──────── RAW DATA ────────

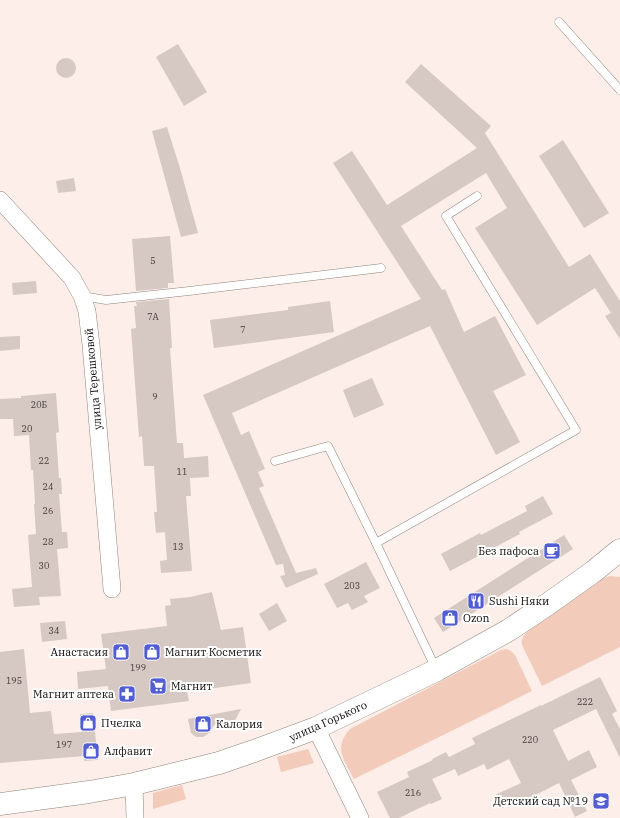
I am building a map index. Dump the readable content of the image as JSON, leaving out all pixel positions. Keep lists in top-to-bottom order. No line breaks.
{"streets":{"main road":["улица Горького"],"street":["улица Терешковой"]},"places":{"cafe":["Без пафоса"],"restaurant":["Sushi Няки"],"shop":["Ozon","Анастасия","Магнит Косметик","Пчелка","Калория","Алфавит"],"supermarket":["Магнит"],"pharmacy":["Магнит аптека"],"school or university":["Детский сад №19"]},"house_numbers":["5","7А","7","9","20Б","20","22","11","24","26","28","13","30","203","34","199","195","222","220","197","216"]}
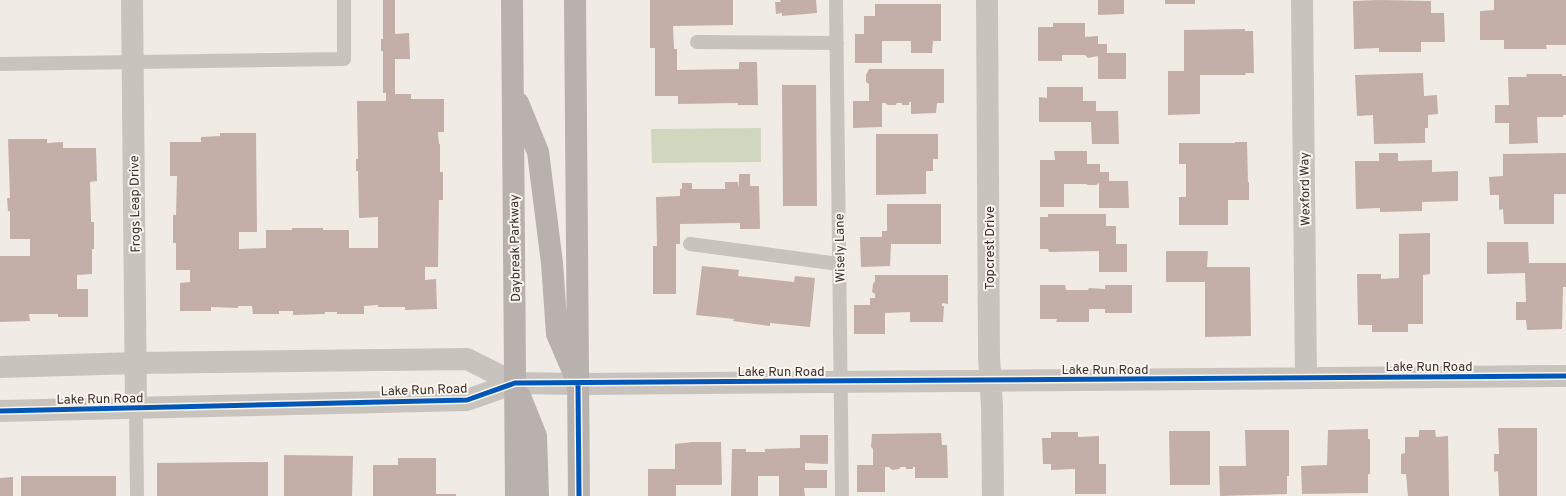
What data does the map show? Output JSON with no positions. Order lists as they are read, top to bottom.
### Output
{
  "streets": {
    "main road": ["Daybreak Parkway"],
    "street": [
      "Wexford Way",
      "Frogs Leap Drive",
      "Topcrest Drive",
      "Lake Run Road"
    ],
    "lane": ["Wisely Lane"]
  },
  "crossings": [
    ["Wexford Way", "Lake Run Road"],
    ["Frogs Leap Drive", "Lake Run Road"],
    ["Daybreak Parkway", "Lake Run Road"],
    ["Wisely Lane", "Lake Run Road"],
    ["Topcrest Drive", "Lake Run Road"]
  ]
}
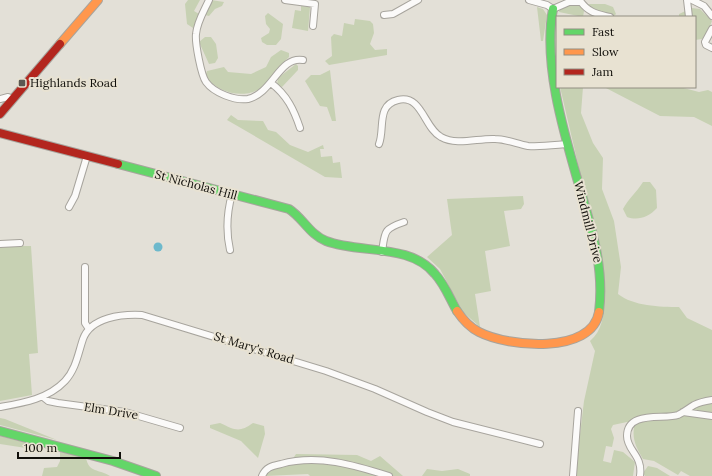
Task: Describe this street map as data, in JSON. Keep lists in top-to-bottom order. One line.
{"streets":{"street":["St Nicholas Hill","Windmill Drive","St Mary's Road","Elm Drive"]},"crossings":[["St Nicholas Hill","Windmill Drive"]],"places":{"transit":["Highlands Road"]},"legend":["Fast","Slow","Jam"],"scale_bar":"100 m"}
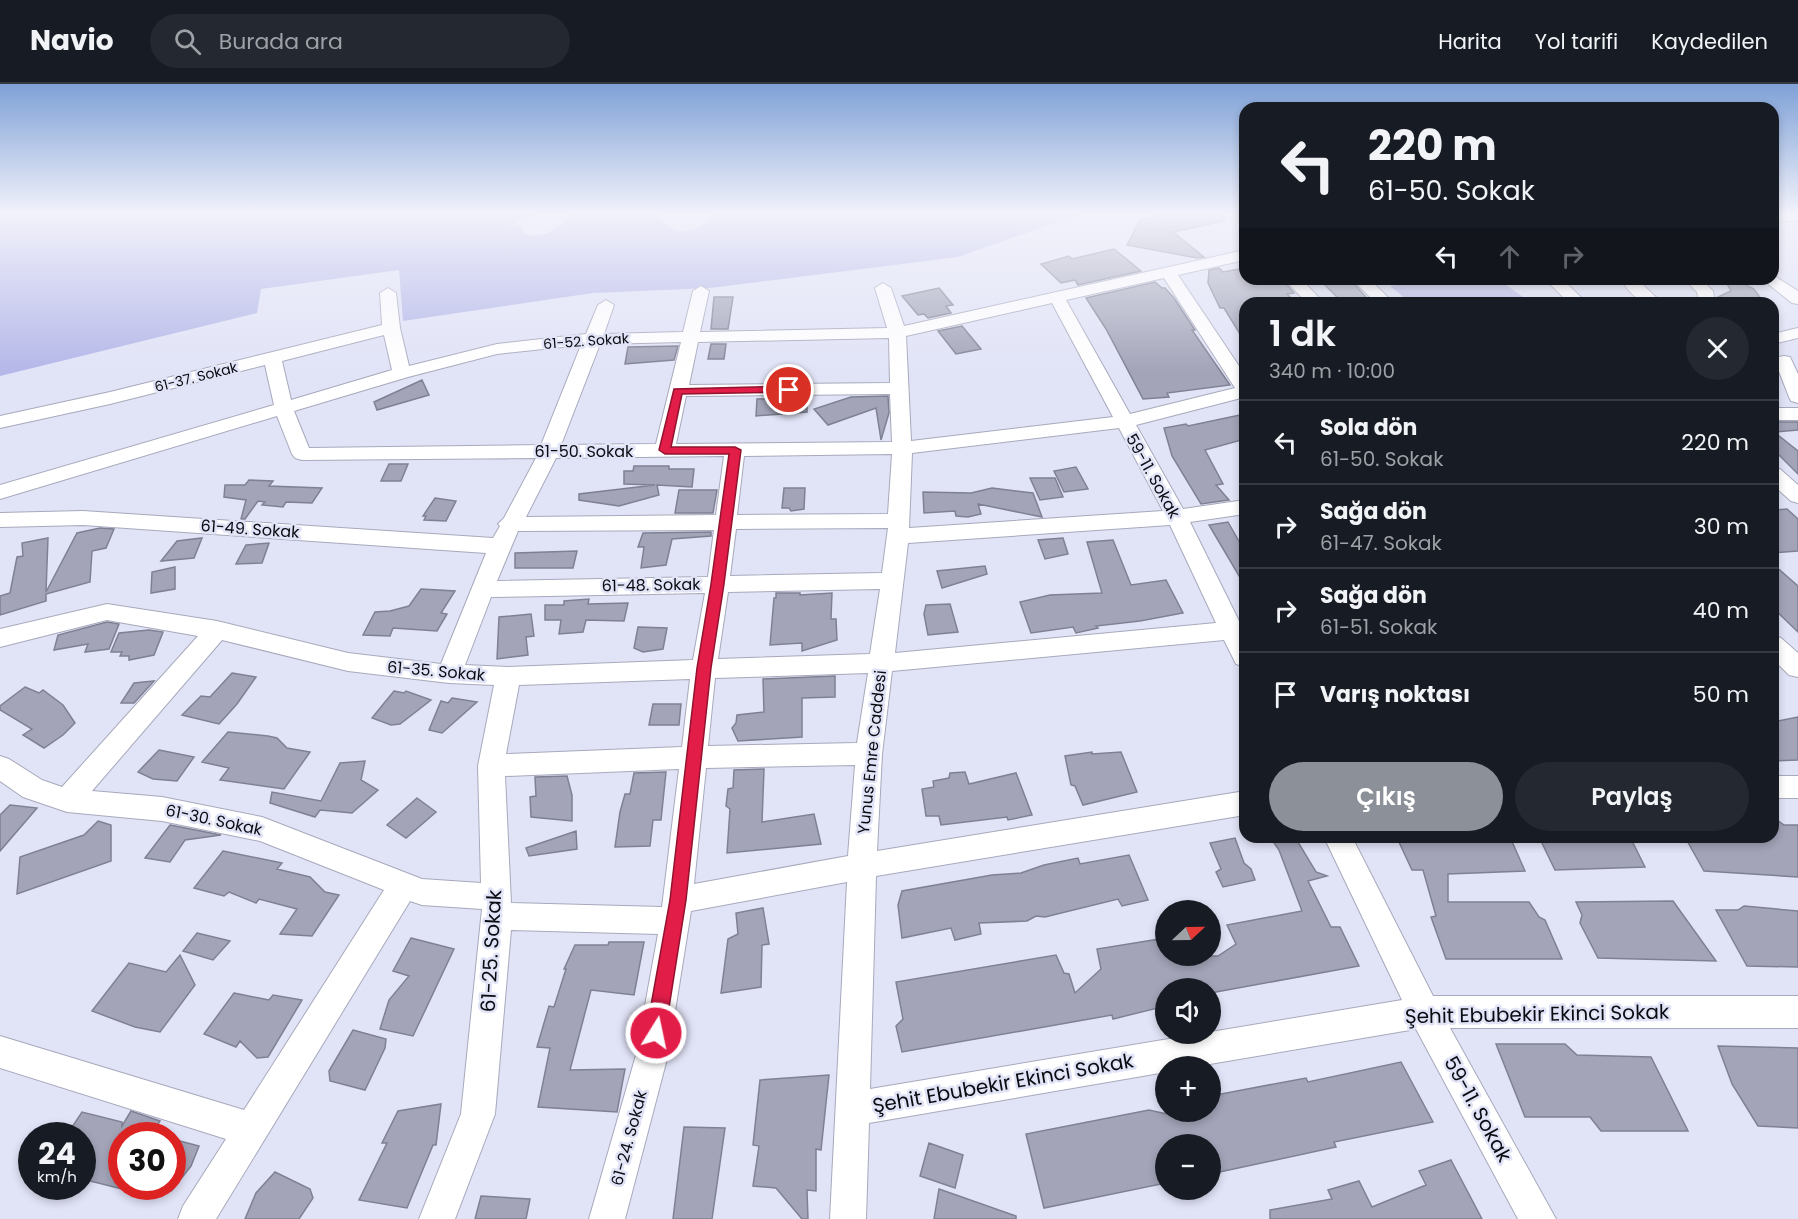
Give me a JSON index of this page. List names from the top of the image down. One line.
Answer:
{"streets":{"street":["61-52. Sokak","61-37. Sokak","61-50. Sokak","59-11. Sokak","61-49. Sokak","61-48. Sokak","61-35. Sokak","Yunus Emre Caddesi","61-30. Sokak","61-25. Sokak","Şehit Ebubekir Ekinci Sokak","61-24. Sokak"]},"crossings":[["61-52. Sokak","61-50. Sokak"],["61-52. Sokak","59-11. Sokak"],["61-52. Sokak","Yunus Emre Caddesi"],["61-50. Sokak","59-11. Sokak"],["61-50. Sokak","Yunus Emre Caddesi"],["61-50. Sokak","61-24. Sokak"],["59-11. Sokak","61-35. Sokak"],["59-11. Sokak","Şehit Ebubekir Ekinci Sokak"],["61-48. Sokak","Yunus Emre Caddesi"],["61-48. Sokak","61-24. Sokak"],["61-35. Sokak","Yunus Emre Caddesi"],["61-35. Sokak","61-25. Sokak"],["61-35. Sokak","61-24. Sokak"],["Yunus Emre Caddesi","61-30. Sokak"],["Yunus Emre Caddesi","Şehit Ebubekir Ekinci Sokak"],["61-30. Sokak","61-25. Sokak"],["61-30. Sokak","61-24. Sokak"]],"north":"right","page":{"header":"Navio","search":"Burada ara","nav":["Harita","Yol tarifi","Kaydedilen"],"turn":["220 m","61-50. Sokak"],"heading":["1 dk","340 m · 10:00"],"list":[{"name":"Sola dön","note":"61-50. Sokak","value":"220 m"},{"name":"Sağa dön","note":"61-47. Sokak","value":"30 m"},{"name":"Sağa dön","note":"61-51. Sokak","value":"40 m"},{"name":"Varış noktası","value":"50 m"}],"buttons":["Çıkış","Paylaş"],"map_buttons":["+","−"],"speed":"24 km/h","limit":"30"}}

────────

- _WORK TASK_
Excluding the images, return each record above precisely as written.

- _WRITTEN SOLUTION_
I am building a map index. Dump the readable content of the image as JSON, leaving out all pixel positions. Keep lists in top-to-bottom order. No line breaks.
{"streets":{"main road":["улица Горького"],"street":["улица Терешковой"]},"places":{"cafe":["Без пафоса"],"restaurant":["Sushi Няки"],"shop":["Ozon","Анастасия","Магнит Косметик","Пчелка","Калория","Алфавит"],"supermarket":["Магнит"],"pharmacy":["Магнит аптека"],"school or university":["Детский сад №19"]},"house_numbers":["5","7А","7","9","20Б","20","22","11","24","26","28","13","30","203","34","199","195","222","220","197","216"]}
What data does the map show? Output JSON with no positions. Order lists as they are read, top to bottom.
### Output
{
  "streets": {
    "main road": ["Daybreak Parkway"],
    "street": [
      "Wexford Way",
      "Frogs Leap Drive",
      "Topcrest Drive",
      "Lake Run Road"
    ],
    "lane": ["Wisely Lane"]
  },
  "crossings": [
    ["Wexford Way", "Lake Run Road"],
    ["Frogs Leap Drive", "Lake Run Road"],
    ["Daybreak Parkway", "Lake Run Road"],
    ["Wisely Lane", "Lake Run Road"],
    ["Topcrest Drive", "Lake Run Road"]
  ]
}
Task: Describe this street map as data, in JSON. Keep lists in top-to-bottom order. One line.
{"streets":{"street":["St Nicholas Hill","Windmill Drive","St Mary's Road","Elm Drive"]},"crossings":[["St Nicholas Hill","Windmill Drive"]],"places":{"transit":["Highlands Road"]},"legend":["Fast","Slow","Jam"],"scale_bar":"100 m"}
Give me a JSON index of this page. List names from the top of the image down. One line.
Answer:
{"streets":{"street":["61-52. Sokak","61-37. Sokak","61-50. Sokak","59-11. Sokak","61-49. Sokak","61-48. Sokak","61-35. Sokak","Yunus Emre Caddesi","61-30. Sokak","61-25. Sokak","Şehit Ebubekir Ekinci Sokak","61-24. Sokak"]},"crossings":[["61-52. Sokak","61-50. Sokak"],["61-52. Sokak","59-11. Sokak"],["61-52. Sokak","Yunus Emre Caddesi"],["61-50. Sokak","59-11. Sokak"],["61-50. Sokak","Yunus Emre Caddesi"],["61-50. Sokak","61-24. Sokak"],["59-11. Sokak","61-35. Sokak"],["59-11. Sokak","Şehit Ebubekir Ekinci Sokak"],["61-48. Sokak","Yunus Emre Caddesi"],["61-48. Sokak","61-24. Sokak"],["61-35. Sokak","Yunus Emre Caddesi"],["61-35. Sokak","61-25. Sokak"],["61-35. Sokak","61-24. Sokak"],["Yunus Emre Caddesi","61-30. Sokak"],["Yunus Emre Caddesi","Şehit Ebubekir Ekinci Sokak"],["61-30. Sokak","61-25. Sokak"],["61-30. Sokak","61-24. Sokak"]],"north":"right","page":{"header":"Navio","search":"Burada ara","nav":["Harita","Yol tarifi","Kaydedilen"],"turn":["220 m","61-50. Sokak"],"heading":["1 dk","340 m · 10:00"],"list":[{"name":"Sola dön","note":"61-50. Sokak","value":"220 m"},{"name":"Sağa dön","note":"61-47. Sokak","value":"30 m"},{"name":"Sağa dön","note":"61-51. Sokak","value":"40 m"},{"name":"Varış noktası","value":"50 m"}],"buttons":["Çıkış","Paylaş"],"map_buttons":["+","−"],"speed":"24 km/h","limit":"30"}}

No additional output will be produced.